Although competition usually lowers cost in the marketplace, the same phenomenon generally isn't seen when new vaccine competitors enter the market. Rather, the major companies with competing vaccines make combination products with ingredients that differ from others so that staying within their family of products is more convenient than switching between companies.

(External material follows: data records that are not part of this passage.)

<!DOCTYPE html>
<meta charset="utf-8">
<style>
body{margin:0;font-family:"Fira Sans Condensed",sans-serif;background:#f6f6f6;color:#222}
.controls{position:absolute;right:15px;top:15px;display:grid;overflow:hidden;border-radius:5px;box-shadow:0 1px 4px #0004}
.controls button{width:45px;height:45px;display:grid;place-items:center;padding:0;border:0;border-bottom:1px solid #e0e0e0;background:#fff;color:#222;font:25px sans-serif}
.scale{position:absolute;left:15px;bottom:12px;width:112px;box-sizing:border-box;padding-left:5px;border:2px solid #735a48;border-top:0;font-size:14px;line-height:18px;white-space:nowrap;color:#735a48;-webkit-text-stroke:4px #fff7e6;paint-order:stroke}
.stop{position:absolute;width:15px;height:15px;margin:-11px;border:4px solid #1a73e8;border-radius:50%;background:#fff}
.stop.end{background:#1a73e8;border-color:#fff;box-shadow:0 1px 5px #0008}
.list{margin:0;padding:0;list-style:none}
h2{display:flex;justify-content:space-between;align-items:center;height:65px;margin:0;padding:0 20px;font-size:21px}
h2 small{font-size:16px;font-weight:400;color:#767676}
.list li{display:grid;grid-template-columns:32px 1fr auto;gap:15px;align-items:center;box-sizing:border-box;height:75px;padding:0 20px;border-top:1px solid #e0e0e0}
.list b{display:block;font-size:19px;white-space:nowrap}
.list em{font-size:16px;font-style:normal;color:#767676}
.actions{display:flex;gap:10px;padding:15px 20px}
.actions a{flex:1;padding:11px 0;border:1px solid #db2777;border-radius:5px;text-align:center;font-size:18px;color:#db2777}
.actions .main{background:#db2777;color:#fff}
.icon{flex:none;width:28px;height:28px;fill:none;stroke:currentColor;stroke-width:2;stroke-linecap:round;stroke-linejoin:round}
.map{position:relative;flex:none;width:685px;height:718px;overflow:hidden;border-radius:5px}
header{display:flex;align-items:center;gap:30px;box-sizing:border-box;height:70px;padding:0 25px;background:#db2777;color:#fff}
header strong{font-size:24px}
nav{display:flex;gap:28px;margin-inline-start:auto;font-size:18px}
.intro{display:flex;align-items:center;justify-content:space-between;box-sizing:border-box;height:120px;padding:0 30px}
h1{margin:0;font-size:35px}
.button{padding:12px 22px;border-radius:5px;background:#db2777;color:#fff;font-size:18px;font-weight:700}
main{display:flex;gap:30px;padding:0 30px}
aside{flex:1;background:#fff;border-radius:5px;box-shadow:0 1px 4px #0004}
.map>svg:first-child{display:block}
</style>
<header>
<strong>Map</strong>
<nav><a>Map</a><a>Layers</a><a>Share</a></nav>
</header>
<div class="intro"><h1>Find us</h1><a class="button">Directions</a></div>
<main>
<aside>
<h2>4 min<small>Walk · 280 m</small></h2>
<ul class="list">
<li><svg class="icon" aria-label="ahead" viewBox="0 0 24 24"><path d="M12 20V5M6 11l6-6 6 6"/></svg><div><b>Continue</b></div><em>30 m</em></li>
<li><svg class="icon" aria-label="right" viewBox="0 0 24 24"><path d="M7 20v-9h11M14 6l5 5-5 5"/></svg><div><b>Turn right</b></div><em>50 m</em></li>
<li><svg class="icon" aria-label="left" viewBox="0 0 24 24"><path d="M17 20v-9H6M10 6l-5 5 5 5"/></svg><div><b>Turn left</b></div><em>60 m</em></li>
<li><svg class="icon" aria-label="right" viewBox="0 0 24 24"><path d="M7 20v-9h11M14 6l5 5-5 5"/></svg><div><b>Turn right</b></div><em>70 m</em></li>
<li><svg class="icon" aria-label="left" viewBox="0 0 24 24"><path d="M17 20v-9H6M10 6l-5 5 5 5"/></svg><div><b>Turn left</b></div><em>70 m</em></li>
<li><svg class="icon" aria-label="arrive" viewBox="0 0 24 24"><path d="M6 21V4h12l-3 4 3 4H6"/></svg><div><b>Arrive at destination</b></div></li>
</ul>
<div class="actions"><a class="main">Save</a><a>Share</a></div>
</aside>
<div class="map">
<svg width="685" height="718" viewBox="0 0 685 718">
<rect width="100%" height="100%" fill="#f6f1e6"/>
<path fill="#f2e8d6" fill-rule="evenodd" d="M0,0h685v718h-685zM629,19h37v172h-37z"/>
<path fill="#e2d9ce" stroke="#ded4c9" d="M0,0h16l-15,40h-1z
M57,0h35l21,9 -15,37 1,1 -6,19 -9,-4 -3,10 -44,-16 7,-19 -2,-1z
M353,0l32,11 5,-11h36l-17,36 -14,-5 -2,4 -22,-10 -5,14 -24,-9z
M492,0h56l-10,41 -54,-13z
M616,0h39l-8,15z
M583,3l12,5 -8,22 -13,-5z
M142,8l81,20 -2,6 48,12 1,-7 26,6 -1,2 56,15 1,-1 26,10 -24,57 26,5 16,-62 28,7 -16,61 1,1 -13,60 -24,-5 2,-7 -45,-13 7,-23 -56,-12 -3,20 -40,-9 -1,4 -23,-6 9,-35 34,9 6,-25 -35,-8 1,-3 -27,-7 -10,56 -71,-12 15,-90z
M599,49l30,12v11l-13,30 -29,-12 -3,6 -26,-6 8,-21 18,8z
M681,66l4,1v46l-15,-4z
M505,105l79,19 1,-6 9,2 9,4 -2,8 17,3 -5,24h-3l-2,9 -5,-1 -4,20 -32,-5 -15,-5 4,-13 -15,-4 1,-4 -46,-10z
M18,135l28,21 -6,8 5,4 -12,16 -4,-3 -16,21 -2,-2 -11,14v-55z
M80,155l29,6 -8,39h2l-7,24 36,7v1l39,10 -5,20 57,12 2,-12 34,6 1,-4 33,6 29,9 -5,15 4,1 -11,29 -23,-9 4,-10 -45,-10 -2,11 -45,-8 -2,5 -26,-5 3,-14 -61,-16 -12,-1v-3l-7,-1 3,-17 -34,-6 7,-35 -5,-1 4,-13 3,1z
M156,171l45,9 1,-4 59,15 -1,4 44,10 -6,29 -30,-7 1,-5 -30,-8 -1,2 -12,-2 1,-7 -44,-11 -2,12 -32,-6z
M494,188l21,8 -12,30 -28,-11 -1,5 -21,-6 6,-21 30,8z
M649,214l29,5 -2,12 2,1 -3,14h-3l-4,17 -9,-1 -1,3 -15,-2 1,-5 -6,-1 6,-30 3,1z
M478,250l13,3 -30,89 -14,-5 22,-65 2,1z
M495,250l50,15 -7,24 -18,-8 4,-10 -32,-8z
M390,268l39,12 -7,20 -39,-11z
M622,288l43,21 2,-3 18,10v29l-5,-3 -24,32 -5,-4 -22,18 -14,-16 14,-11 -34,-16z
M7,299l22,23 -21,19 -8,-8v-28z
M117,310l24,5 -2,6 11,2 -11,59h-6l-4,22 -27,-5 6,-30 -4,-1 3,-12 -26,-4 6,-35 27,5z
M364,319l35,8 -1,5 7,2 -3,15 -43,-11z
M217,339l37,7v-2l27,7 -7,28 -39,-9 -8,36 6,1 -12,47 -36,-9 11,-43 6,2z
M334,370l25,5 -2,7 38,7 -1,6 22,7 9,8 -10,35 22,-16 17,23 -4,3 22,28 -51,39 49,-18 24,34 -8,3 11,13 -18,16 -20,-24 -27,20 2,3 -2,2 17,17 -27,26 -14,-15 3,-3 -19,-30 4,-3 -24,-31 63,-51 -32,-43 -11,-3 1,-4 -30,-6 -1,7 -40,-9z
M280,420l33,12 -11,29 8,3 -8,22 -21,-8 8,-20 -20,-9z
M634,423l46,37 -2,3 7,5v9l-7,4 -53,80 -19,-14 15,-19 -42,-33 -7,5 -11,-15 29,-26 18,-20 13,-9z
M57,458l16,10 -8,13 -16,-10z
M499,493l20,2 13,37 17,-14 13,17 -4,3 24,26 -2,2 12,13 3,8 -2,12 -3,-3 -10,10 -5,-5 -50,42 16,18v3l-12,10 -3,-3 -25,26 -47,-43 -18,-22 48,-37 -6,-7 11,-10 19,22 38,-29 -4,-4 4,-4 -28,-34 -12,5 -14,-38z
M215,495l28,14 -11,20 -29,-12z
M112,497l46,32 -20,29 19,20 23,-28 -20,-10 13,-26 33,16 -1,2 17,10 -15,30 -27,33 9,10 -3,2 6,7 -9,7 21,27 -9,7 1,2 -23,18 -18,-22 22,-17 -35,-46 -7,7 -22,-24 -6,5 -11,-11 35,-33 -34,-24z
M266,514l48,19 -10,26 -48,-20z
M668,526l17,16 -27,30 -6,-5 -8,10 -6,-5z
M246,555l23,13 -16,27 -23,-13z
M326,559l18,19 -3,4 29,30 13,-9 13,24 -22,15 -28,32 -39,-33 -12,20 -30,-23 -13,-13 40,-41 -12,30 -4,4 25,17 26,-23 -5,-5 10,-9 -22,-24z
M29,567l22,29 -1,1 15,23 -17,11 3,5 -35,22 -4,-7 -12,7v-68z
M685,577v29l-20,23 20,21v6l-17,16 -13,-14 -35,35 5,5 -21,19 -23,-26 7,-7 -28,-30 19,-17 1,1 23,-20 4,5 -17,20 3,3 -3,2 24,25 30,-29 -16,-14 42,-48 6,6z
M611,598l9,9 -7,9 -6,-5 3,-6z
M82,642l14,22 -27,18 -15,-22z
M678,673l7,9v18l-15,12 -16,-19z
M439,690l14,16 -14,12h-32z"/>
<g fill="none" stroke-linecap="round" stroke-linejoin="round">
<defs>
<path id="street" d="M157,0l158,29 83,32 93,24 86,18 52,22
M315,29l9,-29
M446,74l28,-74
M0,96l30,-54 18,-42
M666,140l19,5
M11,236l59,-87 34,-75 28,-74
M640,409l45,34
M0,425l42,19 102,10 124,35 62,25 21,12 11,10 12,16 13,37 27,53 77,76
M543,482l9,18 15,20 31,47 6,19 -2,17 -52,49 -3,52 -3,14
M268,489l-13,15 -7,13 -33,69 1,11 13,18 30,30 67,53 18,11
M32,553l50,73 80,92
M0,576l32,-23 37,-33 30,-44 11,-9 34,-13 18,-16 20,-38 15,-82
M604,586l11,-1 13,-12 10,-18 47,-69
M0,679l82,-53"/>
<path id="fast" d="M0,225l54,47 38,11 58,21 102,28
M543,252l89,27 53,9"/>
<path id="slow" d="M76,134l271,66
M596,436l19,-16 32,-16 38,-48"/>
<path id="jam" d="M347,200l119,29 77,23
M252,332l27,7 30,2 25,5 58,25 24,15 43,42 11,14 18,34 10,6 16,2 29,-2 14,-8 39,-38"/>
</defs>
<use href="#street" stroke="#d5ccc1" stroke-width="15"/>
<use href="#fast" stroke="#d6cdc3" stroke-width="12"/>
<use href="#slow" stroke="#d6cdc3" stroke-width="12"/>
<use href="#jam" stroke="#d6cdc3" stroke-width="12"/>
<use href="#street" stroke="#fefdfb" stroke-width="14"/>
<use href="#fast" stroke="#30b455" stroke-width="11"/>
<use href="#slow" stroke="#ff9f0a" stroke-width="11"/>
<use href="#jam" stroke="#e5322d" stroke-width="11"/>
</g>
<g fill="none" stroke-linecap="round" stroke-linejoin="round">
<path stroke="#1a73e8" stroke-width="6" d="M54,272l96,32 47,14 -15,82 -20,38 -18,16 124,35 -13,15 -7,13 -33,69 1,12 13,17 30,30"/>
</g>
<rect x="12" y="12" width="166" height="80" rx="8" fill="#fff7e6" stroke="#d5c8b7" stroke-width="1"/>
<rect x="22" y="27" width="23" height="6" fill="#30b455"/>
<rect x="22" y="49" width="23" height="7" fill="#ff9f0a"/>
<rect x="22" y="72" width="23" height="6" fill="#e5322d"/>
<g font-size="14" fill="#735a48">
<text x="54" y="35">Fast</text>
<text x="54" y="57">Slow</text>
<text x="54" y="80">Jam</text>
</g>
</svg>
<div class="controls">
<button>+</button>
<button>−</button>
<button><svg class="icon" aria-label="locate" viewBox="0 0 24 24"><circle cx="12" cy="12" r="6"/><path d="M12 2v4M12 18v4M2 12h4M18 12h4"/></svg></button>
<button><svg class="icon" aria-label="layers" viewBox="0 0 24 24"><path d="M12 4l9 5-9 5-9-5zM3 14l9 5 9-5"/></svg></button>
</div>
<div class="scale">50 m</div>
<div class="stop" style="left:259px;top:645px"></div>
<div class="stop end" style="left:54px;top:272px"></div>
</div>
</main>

Moreover, companies also provide price advantages to physicians through national buying groups that provide bigger discounts to those who purchase vaccines within their own family of products. This impacts any price reduction that might occur with brand competition.
So where should we draw the line? At one point or another, ACIP may have to say the government can't afford to pay for vaccines that do not have a strong cost-benefit argument behind them. Yes, the alternative is a two-tiered system where those who can afford the vaccine can get it, and those who can't, don't. ACIP has tried to avoid that scenario in the past, but I fear it won't be able to do so much longer.